A way to do it With Firefox, go to url: https://auth.docker.io/token?scope=repository%3Alibrary%2Fhello-world%3Apull&service=registry.docker.io, click view details for the certificate and extract it as crt.

使用 Firefox 的方法，转到 url：https: //auth.docker.io/token?scope =repository%3Alibrary%2Fhello-world%3Apull &service =registry.docker.io，单击查看证书的详细信息并提取它作为crt。
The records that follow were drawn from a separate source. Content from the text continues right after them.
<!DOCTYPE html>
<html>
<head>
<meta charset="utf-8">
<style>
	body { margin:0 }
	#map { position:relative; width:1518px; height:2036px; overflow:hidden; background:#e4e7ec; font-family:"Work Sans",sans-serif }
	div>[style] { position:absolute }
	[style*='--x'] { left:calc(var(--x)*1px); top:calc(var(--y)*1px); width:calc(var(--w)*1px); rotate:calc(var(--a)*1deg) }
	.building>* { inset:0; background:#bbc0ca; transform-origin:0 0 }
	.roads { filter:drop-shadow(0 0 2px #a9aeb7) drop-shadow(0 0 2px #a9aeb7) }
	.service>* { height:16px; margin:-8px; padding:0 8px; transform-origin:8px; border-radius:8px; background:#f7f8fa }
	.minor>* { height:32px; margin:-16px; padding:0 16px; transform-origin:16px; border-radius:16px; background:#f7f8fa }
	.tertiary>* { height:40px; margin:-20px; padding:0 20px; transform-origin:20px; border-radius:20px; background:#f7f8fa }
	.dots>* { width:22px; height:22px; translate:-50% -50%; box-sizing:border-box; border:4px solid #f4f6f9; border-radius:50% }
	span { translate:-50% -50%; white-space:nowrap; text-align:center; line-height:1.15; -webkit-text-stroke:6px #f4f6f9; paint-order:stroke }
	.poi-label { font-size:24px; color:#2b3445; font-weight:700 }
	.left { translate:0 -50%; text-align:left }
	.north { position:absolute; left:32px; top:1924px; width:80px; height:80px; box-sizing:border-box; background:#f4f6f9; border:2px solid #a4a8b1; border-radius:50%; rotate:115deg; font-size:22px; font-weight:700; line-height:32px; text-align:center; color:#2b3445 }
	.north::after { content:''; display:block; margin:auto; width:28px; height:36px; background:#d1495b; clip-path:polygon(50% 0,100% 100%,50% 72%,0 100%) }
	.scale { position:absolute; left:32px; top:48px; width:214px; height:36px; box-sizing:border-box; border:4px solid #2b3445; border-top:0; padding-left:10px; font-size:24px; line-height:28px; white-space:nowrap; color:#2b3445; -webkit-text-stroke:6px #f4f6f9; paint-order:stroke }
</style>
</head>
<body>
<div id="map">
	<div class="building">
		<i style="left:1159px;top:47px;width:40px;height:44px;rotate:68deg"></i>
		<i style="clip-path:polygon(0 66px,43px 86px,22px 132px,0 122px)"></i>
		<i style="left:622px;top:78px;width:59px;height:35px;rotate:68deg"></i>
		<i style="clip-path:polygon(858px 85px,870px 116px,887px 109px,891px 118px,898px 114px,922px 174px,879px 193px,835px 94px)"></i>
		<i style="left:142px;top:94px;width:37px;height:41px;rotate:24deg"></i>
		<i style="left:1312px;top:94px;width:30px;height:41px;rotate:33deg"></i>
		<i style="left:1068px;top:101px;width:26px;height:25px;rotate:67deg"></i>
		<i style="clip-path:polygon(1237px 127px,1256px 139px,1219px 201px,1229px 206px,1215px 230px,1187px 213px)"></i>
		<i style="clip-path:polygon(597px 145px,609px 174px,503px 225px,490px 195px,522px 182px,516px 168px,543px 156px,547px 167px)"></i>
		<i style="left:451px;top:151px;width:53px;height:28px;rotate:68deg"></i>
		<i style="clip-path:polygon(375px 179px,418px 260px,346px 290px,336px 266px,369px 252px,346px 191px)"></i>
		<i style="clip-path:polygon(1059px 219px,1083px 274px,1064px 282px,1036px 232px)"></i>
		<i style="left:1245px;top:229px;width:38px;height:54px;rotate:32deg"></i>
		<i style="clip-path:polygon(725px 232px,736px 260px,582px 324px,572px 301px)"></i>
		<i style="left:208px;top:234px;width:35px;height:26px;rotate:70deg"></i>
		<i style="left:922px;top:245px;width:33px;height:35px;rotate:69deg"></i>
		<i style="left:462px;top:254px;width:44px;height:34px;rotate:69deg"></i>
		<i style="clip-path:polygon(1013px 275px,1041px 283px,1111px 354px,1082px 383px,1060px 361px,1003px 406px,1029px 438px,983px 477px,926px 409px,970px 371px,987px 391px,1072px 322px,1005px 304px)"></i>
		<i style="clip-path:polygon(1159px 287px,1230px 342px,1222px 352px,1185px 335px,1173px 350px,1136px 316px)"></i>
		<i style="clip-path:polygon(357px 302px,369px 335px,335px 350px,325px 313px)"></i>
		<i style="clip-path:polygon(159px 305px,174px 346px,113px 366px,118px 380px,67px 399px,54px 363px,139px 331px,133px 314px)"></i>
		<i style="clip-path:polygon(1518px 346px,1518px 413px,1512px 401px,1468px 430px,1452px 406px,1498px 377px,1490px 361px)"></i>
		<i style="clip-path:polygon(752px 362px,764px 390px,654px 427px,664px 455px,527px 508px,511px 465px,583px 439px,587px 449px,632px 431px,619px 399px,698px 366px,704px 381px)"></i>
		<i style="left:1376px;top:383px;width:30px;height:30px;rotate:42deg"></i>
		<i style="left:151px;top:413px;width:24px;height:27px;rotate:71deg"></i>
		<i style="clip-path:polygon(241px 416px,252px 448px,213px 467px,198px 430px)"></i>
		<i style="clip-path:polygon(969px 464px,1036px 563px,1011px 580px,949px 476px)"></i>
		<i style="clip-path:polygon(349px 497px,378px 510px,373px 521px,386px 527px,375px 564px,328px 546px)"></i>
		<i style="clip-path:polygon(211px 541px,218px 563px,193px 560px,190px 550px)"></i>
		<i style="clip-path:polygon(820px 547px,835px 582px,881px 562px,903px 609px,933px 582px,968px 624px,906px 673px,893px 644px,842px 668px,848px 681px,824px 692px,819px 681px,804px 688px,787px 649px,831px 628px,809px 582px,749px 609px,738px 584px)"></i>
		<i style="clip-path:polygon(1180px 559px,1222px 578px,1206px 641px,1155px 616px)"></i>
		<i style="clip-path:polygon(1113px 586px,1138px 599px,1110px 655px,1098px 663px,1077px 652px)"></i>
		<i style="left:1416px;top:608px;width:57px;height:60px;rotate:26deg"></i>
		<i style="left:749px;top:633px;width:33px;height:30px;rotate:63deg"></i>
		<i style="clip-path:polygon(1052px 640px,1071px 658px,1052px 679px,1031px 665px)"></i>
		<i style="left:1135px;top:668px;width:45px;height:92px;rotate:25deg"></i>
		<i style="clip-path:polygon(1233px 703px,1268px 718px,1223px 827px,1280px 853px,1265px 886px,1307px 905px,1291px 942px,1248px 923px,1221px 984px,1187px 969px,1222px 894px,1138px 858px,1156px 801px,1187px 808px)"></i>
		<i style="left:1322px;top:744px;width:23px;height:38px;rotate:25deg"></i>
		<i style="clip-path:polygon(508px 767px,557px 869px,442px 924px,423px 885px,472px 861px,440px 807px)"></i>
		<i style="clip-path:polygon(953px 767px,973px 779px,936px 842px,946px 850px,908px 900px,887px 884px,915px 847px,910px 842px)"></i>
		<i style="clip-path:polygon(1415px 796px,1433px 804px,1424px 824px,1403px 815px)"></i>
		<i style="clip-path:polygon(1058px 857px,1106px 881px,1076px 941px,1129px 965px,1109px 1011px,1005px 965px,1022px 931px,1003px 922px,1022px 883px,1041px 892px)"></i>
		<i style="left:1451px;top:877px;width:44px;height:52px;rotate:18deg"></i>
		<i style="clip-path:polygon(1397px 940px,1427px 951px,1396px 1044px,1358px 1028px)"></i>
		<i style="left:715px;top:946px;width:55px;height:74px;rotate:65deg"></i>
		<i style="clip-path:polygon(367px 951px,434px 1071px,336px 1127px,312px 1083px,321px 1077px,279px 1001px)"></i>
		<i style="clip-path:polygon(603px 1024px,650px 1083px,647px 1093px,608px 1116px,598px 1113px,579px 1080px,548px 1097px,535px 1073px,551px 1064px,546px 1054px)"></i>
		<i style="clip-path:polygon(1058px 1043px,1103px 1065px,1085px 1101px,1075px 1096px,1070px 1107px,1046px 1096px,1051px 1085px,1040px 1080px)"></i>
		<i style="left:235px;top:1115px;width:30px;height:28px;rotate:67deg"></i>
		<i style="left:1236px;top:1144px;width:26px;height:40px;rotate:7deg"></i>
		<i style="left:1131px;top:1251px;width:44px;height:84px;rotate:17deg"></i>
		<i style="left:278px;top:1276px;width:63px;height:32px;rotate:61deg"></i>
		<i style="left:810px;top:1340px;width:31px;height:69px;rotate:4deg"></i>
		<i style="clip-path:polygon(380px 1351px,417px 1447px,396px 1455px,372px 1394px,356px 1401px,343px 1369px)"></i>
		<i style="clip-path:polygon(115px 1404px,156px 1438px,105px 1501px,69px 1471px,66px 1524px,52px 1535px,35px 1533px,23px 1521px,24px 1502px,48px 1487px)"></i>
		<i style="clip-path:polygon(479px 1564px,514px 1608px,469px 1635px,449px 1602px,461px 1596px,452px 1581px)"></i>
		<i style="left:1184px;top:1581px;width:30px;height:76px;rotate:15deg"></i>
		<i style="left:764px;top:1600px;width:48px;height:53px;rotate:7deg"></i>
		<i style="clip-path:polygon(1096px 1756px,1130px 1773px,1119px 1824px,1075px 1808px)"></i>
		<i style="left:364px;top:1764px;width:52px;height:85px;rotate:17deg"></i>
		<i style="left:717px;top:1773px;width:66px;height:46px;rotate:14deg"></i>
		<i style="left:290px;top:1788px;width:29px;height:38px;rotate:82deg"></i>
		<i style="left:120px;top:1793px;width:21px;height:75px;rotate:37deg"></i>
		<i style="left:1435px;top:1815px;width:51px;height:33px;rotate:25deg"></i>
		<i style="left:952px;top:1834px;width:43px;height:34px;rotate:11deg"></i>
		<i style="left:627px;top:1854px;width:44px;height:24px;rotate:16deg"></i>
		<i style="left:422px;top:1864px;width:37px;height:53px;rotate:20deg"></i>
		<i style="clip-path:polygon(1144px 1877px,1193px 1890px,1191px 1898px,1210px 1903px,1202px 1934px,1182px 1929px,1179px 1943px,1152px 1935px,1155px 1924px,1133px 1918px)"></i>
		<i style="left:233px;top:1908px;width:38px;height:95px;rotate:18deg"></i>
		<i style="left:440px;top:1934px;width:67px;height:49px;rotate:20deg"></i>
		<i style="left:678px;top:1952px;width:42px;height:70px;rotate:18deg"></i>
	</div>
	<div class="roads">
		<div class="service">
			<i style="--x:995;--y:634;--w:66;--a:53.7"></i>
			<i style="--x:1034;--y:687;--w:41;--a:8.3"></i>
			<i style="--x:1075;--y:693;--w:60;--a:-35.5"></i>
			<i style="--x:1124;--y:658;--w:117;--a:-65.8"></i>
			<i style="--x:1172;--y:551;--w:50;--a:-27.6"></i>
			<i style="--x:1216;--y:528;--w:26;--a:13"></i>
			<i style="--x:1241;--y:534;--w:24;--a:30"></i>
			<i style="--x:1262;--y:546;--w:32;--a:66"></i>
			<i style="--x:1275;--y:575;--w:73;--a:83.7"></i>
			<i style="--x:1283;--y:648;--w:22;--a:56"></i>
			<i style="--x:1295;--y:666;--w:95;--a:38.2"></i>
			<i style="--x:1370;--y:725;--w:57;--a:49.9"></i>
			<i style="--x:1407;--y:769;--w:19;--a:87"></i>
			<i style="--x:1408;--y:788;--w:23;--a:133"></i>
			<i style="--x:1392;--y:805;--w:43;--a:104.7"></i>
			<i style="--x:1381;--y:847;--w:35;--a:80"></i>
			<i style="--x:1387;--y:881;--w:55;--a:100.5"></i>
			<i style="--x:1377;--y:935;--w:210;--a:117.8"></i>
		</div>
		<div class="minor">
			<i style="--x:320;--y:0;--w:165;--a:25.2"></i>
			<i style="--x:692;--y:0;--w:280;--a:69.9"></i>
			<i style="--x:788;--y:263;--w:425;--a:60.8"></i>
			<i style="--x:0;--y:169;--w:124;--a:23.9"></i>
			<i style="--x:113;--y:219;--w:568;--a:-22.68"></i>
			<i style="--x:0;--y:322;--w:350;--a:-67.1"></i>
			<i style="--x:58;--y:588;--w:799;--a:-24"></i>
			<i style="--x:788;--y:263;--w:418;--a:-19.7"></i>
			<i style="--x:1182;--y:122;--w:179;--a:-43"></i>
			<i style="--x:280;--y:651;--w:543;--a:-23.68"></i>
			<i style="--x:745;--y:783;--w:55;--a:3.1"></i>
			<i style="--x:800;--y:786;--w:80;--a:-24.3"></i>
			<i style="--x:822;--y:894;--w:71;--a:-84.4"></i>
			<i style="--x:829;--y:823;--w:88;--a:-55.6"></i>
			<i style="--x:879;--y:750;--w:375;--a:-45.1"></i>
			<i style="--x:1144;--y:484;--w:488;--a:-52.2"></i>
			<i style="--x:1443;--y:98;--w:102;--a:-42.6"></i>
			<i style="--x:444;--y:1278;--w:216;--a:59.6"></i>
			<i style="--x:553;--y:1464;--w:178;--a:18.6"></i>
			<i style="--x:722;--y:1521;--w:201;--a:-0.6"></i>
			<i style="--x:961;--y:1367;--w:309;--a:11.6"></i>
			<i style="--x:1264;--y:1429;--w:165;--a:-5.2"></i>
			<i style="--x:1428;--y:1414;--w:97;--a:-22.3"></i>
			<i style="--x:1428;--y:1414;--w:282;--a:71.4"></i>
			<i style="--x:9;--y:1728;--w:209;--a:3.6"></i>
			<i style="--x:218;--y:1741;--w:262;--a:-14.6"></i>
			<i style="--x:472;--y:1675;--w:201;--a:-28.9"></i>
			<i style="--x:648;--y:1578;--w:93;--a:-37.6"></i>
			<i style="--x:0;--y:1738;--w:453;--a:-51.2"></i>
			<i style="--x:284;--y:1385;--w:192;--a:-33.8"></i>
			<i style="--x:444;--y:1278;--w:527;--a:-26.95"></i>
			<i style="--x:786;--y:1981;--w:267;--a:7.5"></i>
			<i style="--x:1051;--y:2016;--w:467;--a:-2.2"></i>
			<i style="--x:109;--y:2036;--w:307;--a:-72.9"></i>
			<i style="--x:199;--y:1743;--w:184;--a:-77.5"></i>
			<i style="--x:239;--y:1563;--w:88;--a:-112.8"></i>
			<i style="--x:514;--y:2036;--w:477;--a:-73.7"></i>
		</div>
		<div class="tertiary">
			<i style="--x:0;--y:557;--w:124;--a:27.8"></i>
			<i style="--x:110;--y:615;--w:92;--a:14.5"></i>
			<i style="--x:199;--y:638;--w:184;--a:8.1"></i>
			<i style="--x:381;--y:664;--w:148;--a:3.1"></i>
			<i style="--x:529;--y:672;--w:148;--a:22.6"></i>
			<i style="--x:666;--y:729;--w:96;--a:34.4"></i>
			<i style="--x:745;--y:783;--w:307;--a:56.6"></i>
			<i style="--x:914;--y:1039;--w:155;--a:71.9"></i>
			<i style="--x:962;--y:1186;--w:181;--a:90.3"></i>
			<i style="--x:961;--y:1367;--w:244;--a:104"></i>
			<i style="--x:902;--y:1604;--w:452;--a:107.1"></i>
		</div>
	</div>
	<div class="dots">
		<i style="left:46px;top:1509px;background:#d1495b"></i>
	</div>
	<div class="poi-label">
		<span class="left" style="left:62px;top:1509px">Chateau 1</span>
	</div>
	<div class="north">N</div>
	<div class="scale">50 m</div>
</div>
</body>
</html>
Copy the file to VM where the os stores the crt:

将文件复制到操作系统存储 crt 的 VM：

CentOS

CentOS

etc/pki/ca-trust/source/anchors/
# Then run
update-ca-trust force-enable
update-ca-trust extract

Ubuntu

Ubuntu

/usr/share/ca-certificates
#Then run
sudo dpkg-reconfigure ca-certificates

Reboot docker, and it should work

重新启动 docker，它应该可以工作

For exporting certificate, you can choose file format as "Base-64 encoded x.509(.CER)" and finally rename the certificate extension as .pem.

对于导出证书，您可以选择文件格式为“ Base-64 编码的 x.509(.CER)”，最后将证书扩展名重命名为.pem。